**What to do**
Return the data exactly, without pictures.

BEGIN Data excerpt

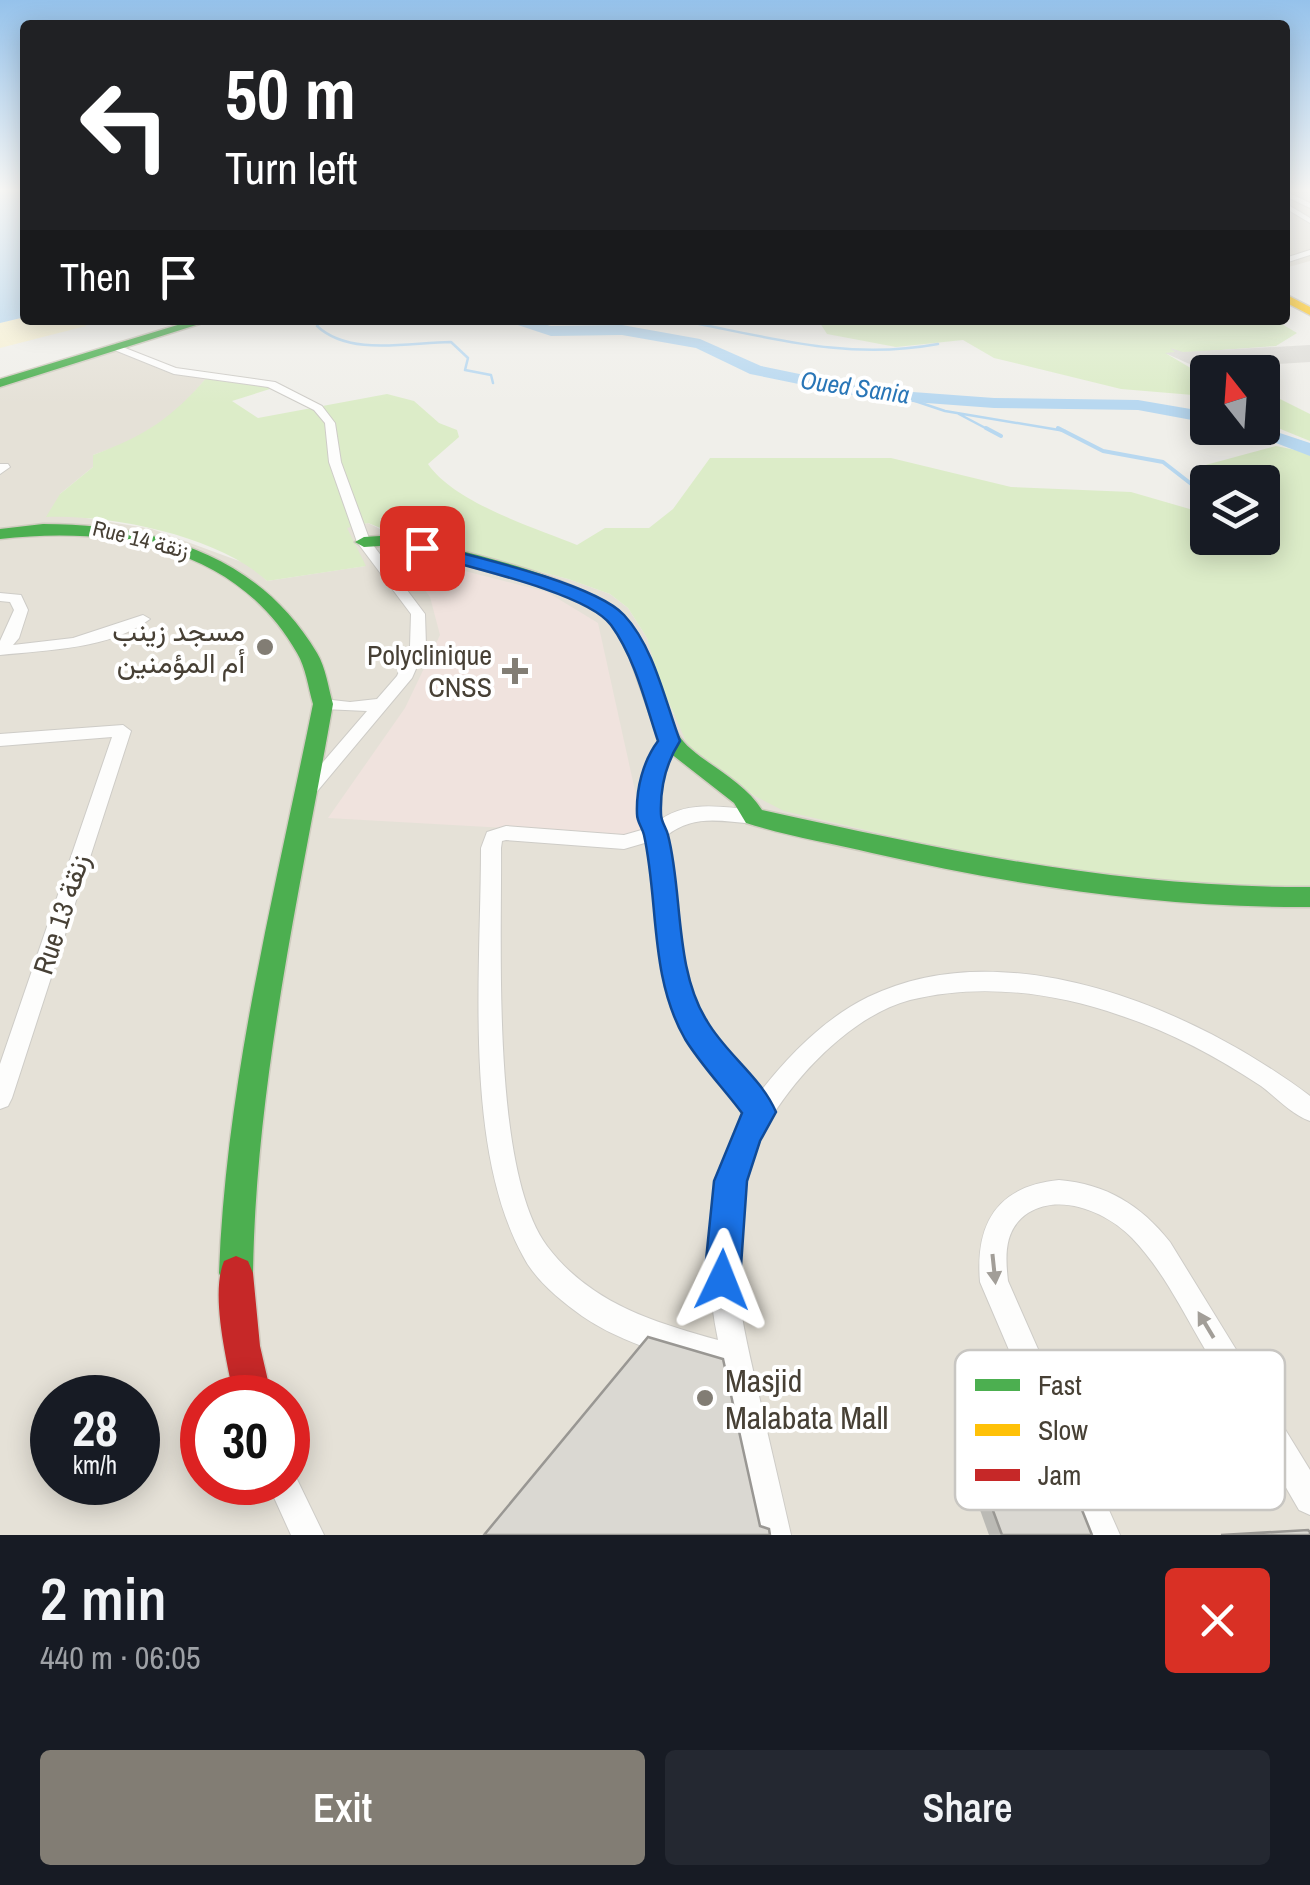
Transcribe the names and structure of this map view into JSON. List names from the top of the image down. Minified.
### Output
{"streets":{"street":["Rue 14 زنقة","Rue 13 زنقة"]},"water":["Oued Sania"],"places":{"other":["مسجد زينب أم المؤمنين","Masjid Malabata Mall"],"health":["Polyclinique CNSS"]},"legend":["Fast","Slow","Jam"],"north":"top","page":{"turn":["50 m","Turn left"],"then":"Then","speed":"28 km/h","limit":"30","heading":["2 min","440 m · 06:05"],"buttons":["Exit","Share"]}}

END Data excerpt

**Written solution**
Transcribe the names and structure of this map view into JSON. List names from the top of the image down. Minified.
### Output
{"streets":{"street":["Rue 14 زنقة","Rue 13 زنقة"]},"water":["Oued Sania"],"places":{"other":["مسجد زينب أم المؤمنين","Masjid Malabata Mall"],"health":["Polyclinique CNSS"]},"legend":["Fast","Slow","Jam"],"north":"top","page":{"turn":["50 m","Turn left"],"then":"Then","speed":"28 km/h","limit":"30","heading":["2 min","440 m · 06:05"],"buttons":["Exit","Share"]}}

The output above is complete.